DATA RECORDS Start Marker

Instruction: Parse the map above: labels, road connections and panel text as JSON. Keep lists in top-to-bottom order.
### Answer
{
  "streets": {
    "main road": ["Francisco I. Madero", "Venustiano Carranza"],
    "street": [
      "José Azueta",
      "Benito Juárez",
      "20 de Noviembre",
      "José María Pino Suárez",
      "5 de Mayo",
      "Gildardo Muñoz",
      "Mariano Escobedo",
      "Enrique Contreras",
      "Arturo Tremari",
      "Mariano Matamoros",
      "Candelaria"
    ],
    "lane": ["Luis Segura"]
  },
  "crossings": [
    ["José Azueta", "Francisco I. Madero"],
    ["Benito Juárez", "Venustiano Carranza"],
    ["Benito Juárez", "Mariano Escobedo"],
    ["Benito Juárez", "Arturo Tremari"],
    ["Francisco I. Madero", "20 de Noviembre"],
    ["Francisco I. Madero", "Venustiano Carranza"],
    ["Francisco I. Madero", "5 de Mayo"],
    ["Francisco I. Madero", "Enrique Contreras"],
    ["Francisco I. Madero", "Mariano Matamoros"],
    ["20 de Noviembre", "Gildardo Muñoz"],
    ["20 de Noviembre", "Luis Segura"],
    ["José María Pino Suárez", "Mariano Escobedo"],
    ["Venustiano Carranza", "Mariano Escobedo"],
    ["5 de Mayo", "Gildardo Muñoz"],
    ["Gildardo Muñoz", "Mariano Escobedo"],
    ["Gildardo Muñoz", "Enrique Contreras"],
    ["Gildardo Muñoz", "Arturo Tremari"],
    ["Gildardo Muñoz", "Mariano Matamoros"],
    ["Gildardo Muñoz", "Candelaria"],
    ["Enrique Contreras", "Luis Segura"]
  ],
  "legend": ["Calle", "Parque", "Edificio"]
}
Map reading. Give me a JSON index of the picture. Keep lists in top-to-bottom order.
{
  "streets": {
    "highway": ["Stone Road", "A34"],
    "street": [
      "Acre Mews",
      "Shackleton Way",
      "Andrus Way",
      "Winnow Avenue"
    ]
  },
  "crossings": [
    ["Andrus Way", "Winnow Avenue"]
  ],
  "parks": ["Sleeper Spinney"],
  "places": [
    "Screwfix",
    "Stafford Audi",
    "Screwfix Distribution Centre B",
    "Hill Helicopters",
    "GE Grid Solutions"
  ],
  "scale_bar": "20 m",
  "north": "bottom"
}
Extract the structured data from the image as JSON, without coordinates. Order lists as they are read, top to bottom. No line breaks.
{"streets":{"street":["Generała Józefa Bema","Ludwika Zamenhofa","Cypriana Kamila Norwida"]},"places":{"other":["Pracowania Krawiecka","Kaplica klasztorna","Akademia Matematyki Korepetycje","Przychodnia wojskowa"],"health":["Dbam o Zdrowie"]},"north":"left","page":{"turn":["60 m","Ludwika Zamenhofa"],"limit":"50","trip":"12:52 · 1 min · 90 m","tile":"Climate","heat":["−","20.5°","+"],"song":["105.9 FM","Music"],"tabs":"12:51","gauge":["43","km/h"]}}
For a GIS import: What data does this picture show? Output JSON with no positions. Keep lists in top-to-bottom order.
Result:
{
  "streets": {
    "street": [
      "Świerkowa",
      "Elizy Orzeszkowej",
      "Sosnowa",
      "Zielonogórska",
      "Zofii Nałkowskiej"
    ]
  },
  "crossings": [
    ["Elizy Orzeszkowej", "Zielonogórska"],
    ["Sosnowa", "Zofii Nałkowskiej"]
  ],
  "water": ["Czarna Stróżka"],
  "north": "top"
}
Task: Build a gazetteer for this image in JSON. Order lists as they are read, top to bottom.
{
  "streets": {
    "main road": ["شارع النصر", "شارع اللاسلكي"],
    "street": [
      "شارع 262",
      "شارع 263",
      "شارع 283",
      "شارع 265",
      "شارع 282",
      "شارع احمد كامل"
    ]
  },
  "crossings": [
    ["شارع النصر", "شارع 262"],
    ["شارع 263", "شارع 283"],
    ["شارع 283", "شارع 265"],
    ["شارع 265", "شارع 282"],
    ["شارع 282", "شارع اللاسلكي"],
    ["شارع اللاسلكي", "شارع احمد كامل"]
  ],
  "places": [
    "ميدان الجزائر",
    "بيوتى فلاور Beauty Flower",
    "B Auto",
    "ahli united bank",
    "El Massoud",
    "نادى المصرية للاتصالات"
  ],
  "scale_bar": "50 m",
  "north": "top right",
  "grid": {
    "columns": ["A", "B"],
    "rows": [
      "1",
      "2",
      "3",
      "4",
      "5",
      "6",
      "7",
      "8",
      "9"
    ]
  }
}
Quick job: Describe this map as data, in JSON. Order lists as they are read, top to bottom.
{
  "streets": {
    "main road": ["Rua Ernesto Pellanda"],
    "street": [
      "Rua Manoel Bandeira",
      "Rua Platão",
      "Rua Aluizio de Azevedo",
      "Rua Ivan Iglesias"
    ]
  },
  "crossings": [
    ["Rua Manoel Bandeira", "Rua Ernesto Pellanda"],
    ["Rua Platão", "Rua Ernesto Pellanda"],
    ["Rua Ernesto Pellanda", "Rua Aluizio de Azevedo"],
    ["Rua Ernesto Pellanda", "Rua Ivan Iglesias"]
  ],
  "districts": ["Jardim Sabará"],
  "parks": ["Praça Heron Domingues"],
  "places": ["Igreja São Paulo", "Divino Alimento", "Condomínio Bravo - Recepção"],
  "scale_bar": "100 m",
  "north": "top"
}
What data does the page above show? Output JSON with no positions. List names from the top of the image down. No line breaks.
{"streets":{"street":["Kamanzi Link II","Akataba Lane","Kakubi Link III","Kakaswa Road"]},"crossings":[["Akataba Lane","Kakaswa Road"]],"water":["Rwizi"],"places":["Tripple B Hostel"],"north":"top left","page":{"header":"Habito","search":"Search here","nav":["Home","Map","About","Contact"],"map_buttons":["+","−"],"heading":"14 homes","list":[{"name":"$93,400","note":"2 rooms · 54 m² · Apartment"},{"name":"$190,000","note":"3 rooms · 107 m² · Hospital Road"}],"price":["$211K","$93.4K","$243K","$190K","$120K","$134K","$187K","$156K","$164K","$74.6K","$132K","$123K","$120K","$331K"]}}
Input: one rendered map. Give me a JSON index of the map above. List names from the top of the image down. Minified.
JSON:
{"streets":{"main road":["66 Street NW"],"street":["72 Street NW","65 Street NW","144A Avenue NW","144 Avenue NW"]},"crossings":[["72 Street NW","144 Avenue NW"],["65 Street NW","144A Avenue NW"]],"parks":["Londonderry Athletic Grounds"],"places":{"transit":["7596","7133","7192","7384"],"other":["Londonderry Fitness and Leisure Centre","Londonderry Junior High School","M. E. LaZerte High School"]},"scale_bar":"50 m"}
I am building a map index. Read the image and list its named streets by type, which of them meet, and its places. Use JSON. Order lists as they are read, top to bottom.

DATA RECORDS End Marker

> PROBLEM TO SOLVE
Take each line of the listing above and set it down again exactly.

> OUTPUT OF THE EXERCISE
Instruction: Parse the map above: labels, road connections and panel text as JSON. Keep lists in top-to-bottom order.
### Answer
{
  "streets": {
    "main road": ["Francisco I. Madero", "Venustiano Carranza"],
    "street": [
      "José Azueta",
      "Benito Juárez",
      "20 de Noviembre",
      "José María Pino Suárez",
      "5 de Mayo",
      "Gildardo Muñoz",
      "Mariano Escobedo",
      "Enrique Contreras",
      "Arturo Tremari",
      "Mariano Matamoros",
      "Candelaria"
    ],
    "lane": ["Luis Segura"]
  },
  "crossings": [
    ["José Azueta", "Francisco I. Madero"],
    ["Benito Juárez", "Venustiano Carranza"],
    ["Benito Juárez", "Mariano Escobedo"],
    ["Benito Juárez", "Arturo Tremari"],
    ["Francisco I. Madero", "20 de Noviembre"],
    ["Francisco I. Madero", "Venustiano Carranza"],
    ["Francisco I. Madero", "5 de Mayo"],
    ["Francisco I. Madero", "Enrique Contreras"],
    ["Francisco I. Madero", "Mariano Matamoros"],
    ["20 de Noviembre", "Gildardo Muñoz"],
    ["20 de Noviembre", "Luis Segura"],
    ["José María Pino Suárez", "Mariano Escobedo"],
    ["Venustiano Carranza", "Mariano Escobedo"],
    ["5 de Mayo", "Gildardo Muñoz"],
    ["Gildardo Muñoz", "Mariano Escobedo"],
    ["Gildardo Muñoz", "Enrique Contreras"],
    ["Gildardo Muñoz", "Arturo Tremari"],
    ["Gildardo Muñoz", "Mariano Matamoros"],
    ["Gildardo Muñoz", "Candelaria"],
    ["Enrique Contreras", "Luis Segura"]
  ],
  "legend": ["Calle", "Parque", "Edificio"]
}
Map reading. Give me a JSON index of the picture. Keep lists in top-to-bottom order.
{
  "streets": {
    "highway": ["Stone Road", "A34"],
    "street": [
      "Acre Mews",
      "Shackleton Way",
      "Andrus Way",
      "Winnow Avenue"
    ]
  },
  "crossings": [
    ["Andrus Way", "Winnow Avenue"]
  ],
  "parks": ["Sleeper Spinney"],
  "places": [
    "Screwfix",
    "Stafford Audi",
    "Screwfix Distribution Centre B",
    "Hill Helicopters",
    "GE Grid Solutions"
  ],
  "scale_bar": "20 m",
  "north": "bottom"
}
Extract the structured data from the image as JSON, without coordinates. Order lists as they are read, top to bottom. No line breaks.
{"streets":{"street":["Generała Józefa Bema","Ludwika Zamenhofa","Cypriana Kamila Norwida"]},"places":{"other":["Pracowania Krawiecka","Kaplica klasztorna","Akademia Matematyki Korepetycje","Przychodnia wojskowa"],"health":["Dbam o Zdrowie"]},"north":"left","page":{"turn":["60 m","Ludwika Zamenhofa"],"limit":"50","trip":"12:52 · 1 min · 90 m","tile":"Climate","heat":["−","20.5°","+"],"song":["105.9 FM","Music"],"tabs":"12:51","gauge":["43","km/h"]}}
For a GIS import: What data does this picture show? Output JSON with no positions. Keep lists in top-to-bottom order.
Result:
{
  "streets": {
    "street": [
      "Świerkowa",
      "Elizy Orzeszkowej",
      "Sosnowa",
      "Zielonogórska",
      "Zofii Nałkowskiej"
    ]
  },
  "crossings": [
    ["Elizy Orzeszkowej", "Zielonogórska"],
    ["Sosnowa", "Zofii Nałkowskiej"]
  ],
  "water": ["Czarna Stróżka"],
  "north": "top"
}
Task: Build a gazetteer for this image in JSON. Order lists as they are read, top to bottom.
{
  "streets": {
    "main road": ["شارع النصر", "شارع اللاسلكي"],
    "street": [
      "شارع 262",
      "شارع 263",
      "شارع 283",
      "شارع 265",
      "شارع 282",
      "شارع احمد كامل"
    ]
  },
  "crossings": [
    ["شارع النصر", "شارع 262"],
    ["شارع 263", "شارع 283"],
    ["شارع 283", "شارع 265"],
    ["شارع 265", "شارع 282"],
    ["شارع 282", "شارع اللاسلكي"],
    ["شارع اللاسلكي", "شارع احمد كامل"]
  ],
  "places": [
    "ميدان الجزائر",
    "بيوتى فلاور Beauty Flower",
    "B Auto",
    "ahli united bank",
    "El Massoud",
    "نادى المصرية للاتصالات"
  ],
  "scale_bar": "50 m",
  "north": "top right",
  "grid": {
    "columns": ["A", "B"],
    "rows": [
      "1",
      "2",
      "3",
      "4",
      "5",
      "6",
      "7",
      "8",
      "9"
    ]
  }
}
Quick job: Describe this map as data, in JSON. Order lists as they are read, top to bottom.
{
  "streets": {
    "main road": ["Rua Ernesto Pellanda"],
    "street": [
      "Rua Manoel Bandeira",
      "Rua Platão",
      "Rua Aluizio de Azevedo",
      "Rua Ivan Iglesias"
    ]
  },
  "crossings": [
    ["Rua Manoel Bandeira", "Rua Ernesto Pellanda"],
    ["Rua Platão", "Rua Ernesto Pellanda"],
    ["Rua Ernesto Pellanda", "Rua Aluizio de Azevedo"],
    ["Rua Ernesto Pellanda", "Rua Ivan Iglesias"]
  ],
  "districts": ["Jardim Sabará"],
  "parks": ["Praça Heron Domingues"],
  "places": ["Igreja São Paulo", "Divino Alimento", "Condomínio Bravo - Recepção"],
  "scale_bar": "100 m",
  "north": "top"
}
What data does the page above show? Output JSON with no positions. List names from the top of the image down. No line breaks.
{"streets":{"street":["Kamanzi Link II","Akataba Lane","Kakubi Link III","Kakaswa Road"]},"crossings":[["Akataba Lane","Kakaswa Road"]],"water":["Rwizi"],"places":["Tripple B Hostel"],"north":"top left","page":{"header":"Habito","search":"Search here","nav":["Home","Map","About","Contact"],"map_buttons":["+","−"],"heading":"14 homes","list":[{"name":"$93,400","note":"2 rooms · 54 m² · Apartment"},{"name":"$190,000","note":"3 rooms · 107 m² · Hospital Road"}],"price":["$211K","$93.4K","$243K","$190K","$120K","$134K","$187K","$156K","$164K","$74.6K","$132K","$123K","$120K","$331K"]}}
Input: one rendered map. Give me a JSON index of the map above. List names from the top of the image down. Minified.
JSON:
{"streets":{"main road":["66 Street NW"],"street":["72 Street NW","65 Street NW","144A Avenue NW","144 Avenue NW"]},"crossings":[["72 Street NW","144 Avenue NW"],["65 Street NW","144A Avenue NW"]],"parks":["Londonderry Athletic Grounds"],"places":{"transit":["7596","7133","7192","7384"],"other":["Londonderry Fitness and Leisure Centre","Londonderry Junior High School","M. E. LaZerte High School"]},"scale_bar":"50 m"}
I am building a map index. Read the image and list its named streets by type, which of them meet, and its places. Use JSON. Order lists as they are read, top to bottom.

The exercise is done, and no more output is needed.